De una parte, la afirmación que la distribución del ingreso del país ha mejorado en los últimos años y, la segunda, una interpelación en el dominio valórico al valor de la igualdad.

Respecto de lo primero, baste decir que para sostener lo que hace, sin duda la referencia está basada en el coeficiente Gini. Este coeficiente distribuye el ingreso en los distintos grupos de población, organizándola desde menos ingreso a mayor ingreso.

Esta organización se puede dar por percentiles (cada 1%), deciles (cada diez por ciento) o cualquiera fracción a condición que cada unidad reúna la misma cantidad de personas que cualquier otra de la misma denominación.

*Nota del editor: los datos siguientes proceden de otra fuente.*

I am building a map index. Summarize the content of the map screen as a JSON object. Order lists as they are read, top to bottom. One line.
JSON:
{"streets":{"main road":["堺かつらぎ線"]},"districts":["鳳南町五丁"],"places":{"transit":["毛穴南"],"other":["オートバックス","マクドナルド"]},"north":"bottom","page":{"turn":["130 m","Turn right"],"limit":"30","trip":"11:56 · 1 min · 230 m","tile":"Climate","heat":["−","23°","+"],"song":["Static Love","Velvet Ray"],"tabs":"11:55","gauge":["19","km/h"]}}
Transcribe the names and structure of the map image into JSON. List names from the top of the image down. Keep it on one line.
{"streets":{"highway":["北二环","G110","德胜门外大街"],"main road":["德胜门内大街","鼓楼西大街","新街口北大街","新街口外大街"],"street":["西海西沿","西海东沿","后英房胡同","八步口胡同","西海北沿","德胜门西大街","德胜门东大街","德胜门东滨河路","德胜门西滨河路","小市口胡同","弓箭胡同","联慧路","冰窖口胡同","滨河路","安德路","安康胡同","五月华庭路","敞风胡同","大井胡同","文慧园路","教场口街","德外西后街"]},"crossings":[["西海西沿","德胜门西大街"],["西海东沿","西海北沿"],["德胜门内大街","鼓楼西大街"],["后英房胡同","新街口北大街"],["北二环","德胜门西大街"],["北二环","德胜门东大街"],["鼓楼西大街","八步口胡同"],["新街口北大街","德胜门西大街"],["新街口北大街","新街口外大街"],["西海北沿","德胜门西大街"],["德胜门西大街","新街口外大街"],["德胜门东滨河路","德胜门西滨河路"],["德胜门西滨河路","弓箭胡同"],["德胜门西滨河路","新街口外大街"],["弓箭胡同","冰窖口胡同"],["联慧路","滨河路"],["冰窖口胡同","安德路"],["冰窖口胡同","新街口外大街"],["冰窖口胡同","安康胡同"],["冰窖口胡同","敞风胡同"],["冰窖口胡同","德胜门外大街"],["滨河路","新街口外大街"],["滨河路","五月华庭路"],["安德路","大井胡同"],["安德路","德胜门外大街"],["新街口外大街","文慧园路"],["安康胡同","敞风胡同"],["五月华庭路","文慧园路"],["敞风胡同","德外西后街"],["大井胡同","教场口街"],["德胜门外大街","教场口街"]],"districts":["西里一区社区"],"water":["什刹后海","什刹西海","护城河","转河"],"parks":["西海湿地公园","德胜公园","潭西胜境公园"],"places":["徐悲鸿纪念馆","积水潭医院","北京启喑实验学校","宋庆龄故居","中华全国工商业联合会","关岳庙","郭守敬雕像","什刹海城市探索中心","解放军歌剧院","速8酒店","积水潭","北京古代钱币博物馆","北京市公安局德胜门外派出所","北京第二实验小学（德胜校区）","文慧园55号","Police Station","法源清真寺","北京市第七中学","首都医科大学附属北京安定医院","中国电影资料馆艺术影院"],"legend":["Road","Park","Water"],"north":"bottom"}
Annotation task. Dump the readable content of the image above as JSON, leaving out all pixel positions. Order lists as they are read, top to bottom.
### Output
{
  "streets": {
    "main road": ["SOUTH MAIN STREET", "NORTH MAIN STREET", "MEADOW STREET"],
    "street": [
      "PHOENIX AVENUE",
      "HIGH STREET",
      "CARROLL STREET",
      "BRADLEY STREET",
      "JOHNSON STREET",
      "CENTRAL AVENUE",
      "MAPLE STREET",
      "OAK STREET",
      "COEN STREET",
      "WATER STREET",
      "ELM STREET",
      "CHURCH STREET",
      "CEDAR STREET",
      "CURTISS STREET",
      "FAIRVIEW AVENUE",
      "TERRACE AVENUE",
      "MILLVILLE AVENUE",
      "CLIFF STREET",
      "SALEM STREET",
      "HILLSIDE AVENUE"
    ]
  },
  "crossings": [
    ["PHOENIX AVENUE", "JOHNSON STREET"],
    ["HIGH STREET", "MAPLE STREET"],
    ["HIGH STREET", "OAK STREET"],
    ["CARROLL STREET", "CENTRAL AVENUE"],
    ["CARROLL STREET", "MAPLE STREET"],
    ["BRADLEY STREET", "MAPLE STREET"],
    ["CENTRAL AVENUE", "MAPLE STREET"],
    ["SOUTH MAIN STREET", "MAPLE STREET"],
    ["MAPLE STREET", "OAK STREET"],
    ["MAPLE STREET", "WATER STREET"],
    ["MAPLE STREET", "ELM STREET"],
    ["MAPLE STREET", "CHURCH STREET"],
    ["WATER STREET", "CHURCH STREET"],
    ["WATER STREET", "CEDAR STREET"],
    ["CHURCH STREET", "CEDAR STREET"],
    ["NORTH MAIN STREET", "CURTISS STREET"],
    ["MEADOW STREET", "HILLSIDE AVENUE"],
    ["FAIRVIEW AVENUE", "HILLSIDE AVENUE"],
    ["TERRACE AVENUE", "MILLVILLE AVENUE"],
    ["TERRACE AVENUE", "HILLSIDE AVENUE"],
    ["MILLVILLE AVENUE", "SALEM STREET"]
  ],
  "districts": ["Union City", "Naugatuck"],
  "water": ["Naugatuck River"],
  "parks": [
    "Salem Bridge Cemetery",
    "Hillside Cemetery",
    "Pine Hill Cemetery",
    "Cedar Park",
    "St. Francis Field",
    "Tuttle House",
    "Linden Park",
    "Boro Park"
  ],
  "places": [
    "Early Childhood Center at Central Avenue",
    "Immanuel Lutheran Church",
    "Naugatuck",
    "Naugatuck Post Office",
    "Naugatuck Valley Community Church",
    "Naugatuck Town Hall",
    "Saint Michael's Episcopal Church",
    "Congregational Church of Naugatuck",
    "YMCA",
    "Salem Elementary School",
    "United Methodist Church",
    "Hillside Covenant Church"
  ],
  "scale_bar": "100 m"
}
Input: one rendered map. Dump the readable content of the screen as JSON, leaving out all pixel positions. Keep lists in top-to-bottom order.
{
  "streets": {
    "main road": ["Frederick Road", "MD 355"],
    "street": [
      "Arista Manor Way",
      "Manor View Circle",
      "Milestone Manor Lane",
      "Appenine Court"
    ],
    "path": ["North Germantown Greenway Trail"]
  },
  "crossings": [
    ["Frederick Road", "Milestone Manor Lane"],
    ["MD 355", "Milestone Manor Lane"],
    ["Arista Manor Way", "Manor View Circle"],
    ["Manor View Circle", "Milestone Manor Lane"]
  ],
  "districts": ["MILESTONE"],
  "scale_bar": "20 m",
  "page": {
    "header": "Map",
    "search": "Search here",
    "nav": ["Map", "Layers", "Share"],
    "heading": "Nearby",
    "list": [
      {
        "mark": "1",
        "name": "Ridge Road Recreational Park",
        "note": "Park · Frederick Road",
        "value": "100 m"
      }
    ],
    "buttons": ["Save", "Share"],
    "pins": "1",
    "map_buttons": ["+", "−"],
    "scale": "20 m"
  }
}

De acuerdo a este análisis, la participación de cada grupo en el ingreso nacional es evaluada, siendo un valor entre 0 (perfecta distribución) y 1 (completa desigualdad). El problema del coeficiente es que, de acuerdo a lo observado por el profesor Palma, economista chileno radicado en Cambridge, que dicha variación esconde algunos rasgos muy importantes.

La participación de los segmentos “medios” en la distribución, en distintos países y en distintas épocas parece converger en torno al 50% del producto. Es decir, la población que está entre el tercer decil y el décimo (4 al 9), participan siempre del mismo porcentaje, un 50%. Por ende el resto se distribuye entre los deciles 1,2 y 3 y el decil 10 o el más rico.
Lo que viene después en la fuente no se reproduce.